Le festival Buamu Sinh revient pour une deuxième édition. Il aura lieu à Ouagadougou du 8 au 10 mai 2026. Une conférence de presse a présenté le programme le 10 avril. L’événement porte sur la culture buaba. Son thème est la consolidation de la paix. Il vise aussi l’engagement communautaire pour un Burkina Faso résilient.
Bi-Yéké Nabie préside l’association We-Buamu. Il a détaillé les objectifs de cette édition. Elle doit d’abord montrer la richesse du patrimoine culturel buaba. Elle veut ensuite participer aux dynamiques de paix et de cohésion sociale. Elle contribue à la résilience du pays selon ses organisateurs.

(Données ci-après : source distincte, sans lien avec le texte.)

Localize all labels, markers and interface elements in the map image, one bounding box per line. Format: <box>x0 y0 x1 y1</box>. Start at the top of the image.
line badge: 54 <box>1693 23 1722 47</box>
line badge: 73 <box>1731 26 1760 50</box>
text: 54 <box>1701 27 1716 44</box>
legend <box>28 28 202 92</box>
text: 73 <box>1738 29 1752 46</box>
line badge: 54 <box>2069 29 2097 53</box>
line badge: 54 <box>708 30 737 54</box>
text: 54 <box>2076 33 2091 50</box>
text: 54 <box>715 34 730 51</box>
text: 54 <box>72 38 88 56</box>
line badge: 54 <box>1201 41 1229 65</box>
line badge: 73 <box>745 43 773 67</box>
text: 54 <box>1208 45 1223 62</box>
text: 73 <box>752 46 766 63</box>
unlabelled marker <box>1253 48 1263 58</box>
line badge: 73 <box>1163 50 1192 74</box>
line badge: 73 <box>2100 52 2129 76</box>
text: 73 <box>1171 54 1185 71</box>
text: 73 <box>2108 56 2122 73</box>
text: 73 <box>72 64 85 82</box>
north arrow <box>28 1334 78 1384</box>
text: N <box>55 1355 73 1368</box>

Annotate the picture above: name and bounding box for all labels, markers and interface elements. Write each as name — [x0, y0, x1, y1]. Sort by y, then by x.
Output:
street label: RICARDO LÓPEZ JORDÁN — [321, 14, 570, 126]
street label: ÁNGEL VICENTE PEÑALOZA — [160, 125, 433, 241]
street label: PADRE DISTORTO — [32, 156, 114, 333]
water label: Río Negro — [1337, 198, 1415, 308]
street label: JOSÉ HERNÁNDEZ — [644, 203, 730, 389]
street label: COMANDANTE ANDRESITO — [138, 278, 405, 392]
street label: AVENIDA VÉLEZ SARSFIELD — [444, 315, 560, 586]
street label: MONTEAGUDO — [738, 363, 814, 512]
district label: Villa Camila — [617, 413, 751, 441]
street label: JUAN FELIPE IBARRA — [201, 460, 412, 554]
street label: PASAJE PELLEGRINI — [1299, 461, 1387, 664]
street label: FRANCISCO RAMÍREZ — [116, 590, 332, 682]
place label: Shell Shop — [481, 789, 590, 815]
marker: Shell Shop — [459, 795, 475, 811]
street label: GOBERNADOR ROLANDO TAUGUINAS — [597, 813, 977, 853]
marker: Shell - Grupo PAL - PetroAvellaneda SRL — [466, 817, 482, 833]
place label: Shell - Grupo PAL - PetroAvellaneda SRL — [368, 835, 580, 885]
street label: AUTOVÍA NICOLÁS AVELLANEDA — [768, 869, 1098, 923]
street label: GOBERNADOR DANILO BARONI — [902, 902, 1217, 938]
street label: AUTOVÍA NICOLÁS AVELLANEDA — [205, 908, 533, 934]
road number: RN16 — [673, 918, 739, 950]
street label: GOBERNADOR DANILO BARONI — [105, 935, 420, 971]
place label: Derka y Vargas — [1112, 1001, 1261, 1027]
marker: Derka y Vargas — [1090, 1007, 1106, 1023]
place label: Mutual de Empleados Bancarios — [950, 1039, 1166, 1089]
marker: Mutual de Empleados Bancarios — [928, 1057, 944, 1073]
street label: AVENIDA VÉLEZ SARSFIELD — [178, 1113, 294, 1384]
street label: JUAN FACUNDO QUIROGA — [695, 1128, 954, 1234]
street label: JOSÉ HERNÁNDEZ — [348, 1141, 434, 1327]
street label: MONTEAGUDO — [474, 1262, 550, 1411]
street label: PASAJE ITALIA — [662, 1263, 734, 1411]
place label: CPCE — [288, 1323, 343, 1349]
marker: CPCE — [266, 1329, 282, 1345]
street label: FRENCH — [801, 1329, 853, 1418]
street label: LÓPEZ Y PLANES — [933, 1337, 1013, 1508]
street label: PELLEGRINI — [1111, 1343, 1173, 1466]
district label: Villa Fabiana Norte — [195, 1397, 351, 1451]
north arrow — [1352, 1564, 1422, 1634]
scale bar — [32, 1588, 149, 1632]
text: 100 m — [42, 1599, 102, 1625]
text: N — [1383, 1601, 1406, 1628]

Ce festival n’est pas seulement l’expression de la culture buaba, il est également une tribune de renforcement du tissu social national autour des valeurs essentielles du vivre-ensemble entre les filles et les fils du Faso, dans un contexte marqué par la révolution progressiste populaire.
Le programme s’étale sur trois jours. Il comprend une foire culturelle et artisanale. Des prestations artistiques sont aussi prévues. Le public verra des danses de masques. Des troupes traditionnelles animeront l’événement. Des conférences et des panels de réflexion sont organisés. Ils aborderont des enjeux culturels et sociaux actuels.
Théodore Teby dirige le comité d’organisation. Il affirme que tout est prêt pour l’accueil. Les artistes invités ont reçu leurs convocations. Les troupes de danse sont également averties. Les communautés à alliance plaisanterie sont invitées. Des dispositions logistiques sont prises pour les troupes venant d’autres régions. Elles ne viennent pas seulement de la région du Kadiogo.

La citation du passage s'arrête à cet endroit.